Several groups, around eight people to a team, got stuck in and the anticipated results varied — a makeshift Eiffel Tower whose issue was staying up, to a cuboid that stayed down.
The winner came in just over two feet. But, if the imaginary lattice bonds between fluffy gelatine sweets were temporary, the bonds created between members was anything but.
These were proto journalists and storytellers on a three-day retreat in Wales, Gregynog to be precise, a fifteenth century mansion rebuilt in the 1800s, nestling between sprawling manicured lawns and the Welsh wild.
This “lego with linguine” shared the retreat’s billing with the balloon debate where contestants imagine themselves in a hot air balloon facing the prospect of being tossed out a mile high, unless they can persuade the audience to keep them. Such games were the glue for something else.
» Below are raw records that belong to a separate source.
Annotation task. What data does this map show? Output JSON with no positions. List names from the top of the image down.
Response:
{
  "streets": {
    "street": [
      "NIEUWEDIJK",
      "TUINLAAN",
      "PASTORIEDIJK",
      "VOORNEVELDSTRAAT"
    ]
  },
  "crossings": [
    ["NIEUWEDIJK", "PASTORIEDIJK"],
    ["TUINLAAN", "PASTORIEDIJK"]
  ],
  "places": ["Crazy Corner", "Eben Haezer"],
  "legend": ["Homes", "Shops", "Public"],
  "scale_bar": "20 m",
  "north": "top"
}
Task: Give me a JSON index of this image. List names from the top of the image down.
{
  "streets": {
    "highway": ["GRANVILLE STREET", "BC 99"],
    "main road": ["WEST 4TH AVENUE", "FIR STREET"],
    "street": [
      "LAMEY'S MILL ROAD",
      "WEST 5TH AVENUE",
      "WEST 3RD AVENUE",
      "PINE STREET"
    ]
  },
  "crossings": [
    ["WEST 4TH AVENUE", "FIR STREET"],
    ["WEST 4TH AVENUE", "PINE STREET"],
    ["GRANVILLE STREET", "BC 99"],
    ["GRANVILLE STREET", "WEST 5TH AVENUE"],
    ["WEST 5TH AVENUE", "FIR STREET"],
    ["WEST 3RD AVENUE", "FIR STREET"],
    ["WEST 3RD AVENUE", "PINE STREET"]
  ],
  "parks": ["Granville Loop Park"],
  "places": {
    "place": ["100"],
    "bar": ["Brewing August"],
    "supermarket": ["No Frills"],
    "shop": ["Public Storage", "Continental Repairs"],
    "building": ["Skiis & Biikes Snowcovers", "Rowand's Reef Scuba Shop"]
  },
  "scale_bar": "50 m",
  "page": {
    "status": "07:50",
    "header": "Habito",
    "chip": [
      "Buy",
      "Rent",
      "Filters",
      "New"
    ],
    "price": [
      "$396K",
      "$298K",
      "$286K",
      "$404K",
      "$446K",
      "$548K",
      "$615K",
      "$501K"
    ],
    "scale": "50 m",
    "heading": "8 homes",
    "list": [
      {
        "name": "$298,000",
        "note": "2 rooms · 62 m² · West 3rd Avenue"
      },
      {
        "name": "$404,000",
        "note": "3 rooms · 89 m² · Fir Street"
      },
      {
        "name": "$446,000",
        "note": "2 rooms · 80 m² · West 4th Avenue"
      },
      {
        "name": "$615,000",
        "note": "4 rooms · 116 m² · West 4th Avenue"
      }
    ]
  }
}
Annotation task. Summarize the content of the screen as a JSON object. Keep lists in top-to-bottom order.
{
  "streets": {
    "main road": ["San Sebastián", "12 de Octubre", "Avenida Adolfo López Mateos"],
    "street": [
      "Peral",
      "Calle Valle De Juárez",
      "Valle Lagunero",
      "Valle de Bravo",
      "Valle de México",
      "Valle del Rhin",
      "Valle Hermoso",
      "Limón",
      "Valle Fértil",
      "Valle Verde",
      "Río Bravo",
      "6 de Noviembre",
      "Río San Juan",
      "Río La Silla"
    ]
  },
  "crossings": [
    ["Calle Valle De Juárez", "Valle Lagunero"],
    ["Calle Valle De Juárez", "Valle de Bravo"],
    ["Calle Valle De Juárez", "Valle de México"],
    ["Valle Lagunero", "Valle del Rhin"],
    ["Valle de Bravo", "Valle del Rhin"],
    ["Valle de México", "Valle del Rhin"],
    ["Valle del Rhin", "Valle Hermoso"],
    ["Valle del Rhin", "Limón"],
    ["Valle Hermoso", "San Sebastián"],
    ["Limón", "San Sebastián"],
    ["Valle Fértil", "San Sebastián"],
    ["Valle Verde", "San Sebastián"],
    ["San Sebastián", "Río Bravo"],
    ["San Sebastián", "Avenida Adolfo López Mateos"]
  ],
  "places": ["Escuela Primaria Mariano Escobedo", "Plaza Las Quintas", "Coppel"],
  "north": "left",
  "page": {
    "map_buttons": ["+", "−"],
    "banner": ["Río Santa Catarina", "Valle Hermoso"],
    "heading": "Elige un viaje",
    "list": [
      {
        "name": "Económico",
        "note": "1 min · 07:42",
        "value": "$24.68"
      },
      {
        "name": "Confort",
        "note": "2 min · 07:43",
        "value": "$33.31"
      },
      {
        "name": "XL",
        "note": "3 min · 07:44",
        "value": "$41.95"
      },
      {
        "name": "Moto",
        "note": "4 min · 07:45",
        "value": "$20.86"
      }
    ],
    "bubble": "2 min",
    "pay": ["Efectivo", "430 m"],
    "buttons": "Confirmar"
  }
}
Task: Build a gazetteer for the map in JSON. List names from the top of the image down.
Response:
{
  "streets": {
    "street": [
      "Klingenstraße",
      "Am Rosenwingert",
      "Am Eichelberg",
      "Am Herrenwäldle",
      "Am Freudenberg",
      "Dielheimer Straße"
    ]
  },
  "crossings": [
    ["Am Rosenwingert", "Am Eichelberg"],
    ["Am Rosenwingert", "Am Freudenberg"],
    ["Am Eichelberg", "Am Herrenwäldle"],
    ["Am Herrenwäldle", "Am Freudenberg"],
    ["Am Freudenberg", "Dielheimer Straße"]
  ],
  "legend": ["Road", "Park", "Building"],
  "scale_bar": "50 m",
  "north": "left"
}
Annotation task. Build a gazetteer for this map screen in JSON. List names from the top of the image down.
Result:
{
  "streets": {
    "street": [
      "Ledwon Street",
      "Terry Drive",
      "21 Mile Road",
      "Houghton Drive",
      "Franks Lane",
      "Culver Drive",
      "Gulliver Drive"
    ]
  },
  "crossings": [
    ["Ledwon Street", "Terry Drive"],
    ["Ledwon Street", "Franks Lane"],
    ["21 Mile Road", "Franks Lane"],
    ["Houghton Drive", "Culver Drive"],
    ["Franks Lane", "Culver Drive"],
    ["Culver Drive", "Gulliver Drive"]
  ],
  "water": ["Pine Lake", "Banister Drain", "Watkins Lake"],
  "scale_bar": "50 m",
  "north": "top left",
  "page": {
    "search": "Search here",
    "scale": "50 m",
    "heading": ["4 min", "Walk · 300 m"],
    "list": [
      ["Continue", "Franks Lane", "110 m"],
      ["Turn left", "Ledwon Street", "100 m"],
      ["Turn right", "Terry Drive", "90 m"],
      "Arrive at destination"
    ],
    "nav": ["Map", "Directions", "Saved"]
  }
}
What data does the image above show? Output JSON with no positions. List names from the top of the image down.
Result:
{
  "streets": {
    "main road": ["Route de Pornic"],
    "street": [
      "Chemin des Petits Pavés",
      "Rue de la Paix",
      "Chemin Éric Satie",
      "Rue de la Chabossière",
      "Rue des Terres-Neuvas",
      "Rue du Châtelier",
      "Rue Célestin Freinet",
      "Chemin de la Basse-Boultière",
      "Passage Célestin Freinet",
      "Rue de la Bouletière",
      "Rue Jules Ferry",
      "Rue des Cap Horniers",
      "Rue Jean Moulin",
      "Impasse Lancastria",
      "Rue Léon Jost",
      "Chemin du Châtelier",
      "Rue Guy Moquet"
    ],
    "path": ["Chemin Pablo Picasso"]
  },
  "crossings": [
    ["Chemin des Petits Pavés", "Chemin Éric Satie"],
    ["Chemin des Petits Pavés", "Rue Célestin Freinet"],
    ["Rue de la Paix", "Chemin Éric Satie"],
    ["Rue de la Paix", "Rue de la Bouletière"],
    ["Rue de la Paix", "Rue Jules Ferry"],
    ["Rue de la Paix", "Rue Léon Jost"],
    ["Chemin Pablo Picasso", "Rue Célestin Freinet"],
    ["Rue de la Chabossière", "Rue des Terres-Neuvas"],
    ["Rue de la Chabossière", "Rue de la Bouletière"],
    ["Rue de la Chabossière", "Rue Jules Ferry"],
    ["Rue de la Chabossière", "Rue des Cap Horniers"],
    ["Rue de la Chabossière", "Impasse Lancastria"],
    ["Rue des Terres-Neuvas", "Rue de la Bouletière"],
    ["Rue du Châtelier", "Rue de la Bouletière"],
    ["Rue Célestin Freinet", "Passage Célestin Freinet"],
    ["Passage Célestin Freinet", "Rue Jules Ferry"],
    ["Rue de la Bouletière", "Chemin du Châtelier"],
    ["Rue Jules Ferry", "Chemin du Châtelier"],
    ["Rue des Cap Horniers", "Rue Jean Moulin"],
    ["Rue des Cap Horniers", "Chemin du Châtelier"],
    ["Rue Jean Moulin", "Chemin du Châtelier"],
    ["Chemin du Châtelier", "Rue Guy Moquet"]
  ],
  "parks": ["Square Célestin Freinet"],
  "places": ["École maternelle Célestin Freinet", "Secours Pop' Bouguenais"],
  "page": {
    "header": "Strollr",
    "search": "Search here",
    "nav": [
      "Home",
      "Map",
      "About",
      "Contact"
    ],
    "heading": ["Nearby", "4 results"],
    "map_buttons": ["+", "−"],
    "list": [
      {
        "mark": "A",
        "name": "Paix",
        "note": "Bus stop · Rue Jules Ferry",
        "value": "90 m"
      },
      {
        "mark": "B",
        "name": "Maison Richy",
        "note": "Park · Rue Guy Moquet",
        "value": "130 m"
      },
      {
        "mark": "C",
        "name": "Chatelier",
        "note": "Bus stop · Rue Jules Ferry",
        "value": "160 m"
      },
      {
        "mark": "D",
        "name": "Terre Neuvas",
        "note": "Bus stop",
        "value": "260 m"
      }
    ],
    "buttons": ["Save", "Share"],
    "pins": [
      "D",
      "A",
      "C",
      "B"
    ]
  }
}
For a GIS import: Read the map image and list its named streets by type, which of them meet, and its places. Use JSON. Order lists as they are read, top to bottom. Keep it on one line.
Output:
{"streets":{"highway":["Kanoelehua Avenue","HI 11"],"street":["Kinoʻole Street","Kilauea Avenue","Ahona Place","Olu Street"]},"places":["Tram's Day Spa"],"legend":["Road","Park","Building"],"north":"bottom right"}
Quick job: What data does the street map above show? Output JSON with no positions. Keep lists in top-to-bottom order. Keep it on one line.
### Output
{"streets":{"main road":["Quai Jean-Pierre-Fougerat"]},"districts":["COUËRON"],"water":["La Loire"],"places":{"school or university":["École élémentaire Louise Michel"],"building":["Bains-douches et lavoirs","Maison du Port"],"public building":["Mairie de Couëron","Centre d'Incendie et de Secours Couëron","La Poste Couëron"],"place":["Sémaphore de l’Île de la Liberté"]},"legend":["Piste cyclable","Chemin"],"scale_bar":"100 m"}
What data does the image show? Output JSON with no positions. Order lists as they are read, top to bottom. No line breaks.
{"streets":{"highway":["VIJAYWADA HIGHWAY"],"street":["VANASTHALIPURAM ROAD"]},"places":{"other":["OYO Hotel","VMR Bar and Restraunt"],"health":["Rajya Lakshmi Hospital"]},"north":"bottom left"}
Within three days they would kick of the process for their year-long pitch dissertation. That process starts with a pitch, in which students must have a feel of their work outputted on one of four forms: radio, TV, multimedia or academic. It’s a blend of academic rigour and journalistic enterprise. The project must bear the hallmark of a viable research question and the story the values and currency of a timely feature.
What’s your Pitch?
The process started long before with lectures, guidance, and tutorials. It’s then ratcheted up a level and boiled down to a few moments when students mock pitch to each other, attend workshop surgeries, and then prep for their 60 seconds.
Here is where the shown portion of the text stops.